## Aim of the exercise
Scan the material for the word "pixel", and copy each line where it shows up.

## Task inputs
--- START ---
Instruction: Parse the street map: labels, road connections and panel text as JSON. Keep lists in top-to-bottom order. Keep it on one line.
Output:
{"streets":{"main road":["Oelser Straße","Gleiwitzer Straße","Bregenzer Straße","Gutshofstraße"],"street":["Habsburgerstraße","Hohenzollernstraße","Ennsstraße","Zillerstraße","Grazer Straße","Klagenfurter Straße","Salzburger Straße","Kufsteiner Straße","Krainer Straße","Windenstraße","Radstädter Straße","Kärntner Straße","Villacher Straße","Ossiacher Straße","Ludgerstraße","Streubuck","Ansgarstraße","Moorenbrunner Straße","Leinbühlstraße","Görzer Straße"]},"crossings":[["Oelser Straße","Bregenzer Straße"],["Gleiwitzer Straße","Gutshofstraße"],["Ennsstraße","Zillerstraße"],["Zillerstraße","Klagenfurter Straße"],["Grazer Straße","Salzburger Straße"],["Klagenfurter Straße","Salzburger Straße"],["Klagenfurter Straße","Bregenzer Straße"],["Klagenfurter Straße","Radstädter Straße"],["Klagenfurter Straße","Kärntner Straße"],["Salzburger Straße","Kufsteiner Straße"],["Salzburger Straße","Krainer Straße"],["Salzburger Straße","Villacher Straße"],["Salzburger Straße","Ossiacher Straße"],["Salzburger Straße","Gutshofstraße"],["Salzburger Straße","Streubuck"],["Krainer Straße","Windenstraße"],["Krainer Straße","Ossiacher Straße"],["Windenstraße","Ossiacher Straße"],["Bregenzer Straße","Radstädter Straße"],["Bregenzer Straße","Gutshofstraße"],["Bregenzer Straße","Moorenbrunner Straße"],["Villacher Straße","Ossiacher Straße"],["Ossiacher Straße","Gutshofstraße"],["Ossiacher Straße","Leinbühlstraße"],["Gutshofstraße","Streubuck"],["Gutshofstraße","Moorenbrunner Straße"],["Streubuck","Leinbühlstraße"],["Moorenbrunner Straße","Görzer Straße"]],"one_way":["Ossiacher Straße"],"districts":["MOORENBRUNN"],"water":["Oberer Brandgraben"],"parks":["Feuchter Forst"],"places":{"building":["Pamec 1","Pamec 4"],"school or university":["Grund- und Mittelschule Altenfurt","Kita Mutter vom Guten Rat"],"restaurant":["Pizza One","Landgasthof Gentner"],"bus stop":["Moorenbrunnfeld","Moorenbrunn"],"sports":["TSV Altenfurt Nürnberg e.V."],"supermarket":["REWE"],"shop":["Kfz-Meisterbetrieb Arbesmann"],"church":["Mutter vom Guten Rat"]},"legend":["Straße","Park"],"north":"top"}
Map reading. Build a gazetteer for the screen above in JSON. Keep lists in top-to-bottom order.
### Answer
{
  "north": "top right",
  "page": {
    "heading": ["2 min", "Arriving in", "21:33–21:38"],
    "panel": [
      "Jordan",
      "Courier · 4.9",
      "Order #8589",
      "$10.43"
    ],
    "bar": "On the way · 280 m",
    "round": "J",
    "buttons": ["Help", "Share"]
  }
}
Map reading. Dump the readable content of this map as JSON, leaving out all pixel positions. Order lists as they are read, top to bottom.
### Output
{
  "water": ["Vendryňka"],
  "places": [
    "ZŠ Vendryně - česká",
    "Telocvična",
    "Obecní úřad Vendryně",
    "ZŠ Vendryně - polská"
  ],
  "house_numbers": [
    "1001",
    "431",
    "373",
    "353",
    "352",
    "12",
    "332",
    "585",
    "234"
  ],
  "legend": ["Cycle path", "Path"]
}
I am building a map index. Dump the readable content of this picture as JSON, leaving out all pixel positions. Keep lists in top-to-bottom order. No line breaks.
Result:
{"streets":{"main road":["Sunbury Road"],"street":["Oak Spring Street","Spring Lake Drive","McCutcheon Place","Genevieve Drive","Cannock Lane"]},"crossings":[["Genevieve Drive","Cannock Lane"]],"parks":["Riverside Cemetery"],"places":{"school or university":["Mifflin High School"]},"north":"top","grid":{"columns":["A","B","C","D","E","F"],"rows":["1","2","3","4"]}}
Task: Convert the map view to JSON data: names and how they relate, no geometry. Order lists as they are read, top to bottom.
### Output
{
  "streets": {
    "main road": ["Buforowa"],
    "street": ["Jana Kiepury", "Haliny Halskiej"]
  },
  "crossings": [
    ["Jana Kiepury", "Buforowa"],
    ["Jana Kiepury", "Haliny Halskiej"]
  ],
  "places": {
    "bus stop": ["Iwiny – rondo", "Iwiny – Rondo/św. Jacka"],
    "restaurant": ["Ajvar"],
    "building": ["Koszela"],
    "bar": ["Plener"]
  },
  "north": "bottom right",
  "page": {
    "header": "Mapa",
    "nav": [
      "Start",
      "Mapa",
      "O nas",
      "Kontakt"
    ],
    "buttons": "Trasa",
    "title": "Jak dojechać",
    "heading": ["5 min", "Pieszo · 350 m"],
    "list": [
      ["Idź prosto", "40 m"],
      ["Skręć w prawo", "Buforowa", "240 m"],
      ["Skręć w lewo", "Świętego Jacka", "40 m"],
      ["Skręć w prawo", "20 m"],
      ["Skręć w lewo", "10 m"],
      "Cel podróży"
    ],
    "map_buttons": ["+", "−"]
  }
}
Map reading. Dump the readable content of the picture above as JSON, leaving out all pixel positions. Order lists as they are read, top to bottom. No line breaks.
--- END ---
## Exercise output
Map reading. Dump the readable content of this map as JSON, leaving out all pixel positions. Order lists as they are read, top to bottom.
I am building a map index. Dump the readable content of this picture as JSON, leaving out all pixel positions. Keep lists in top-to-bottom order. No line breaks.
Map reading. Dump the readable content of the picture above as JSON, leaving out all pixel positions. Order lists as they are read, top to bottom. No line breaks.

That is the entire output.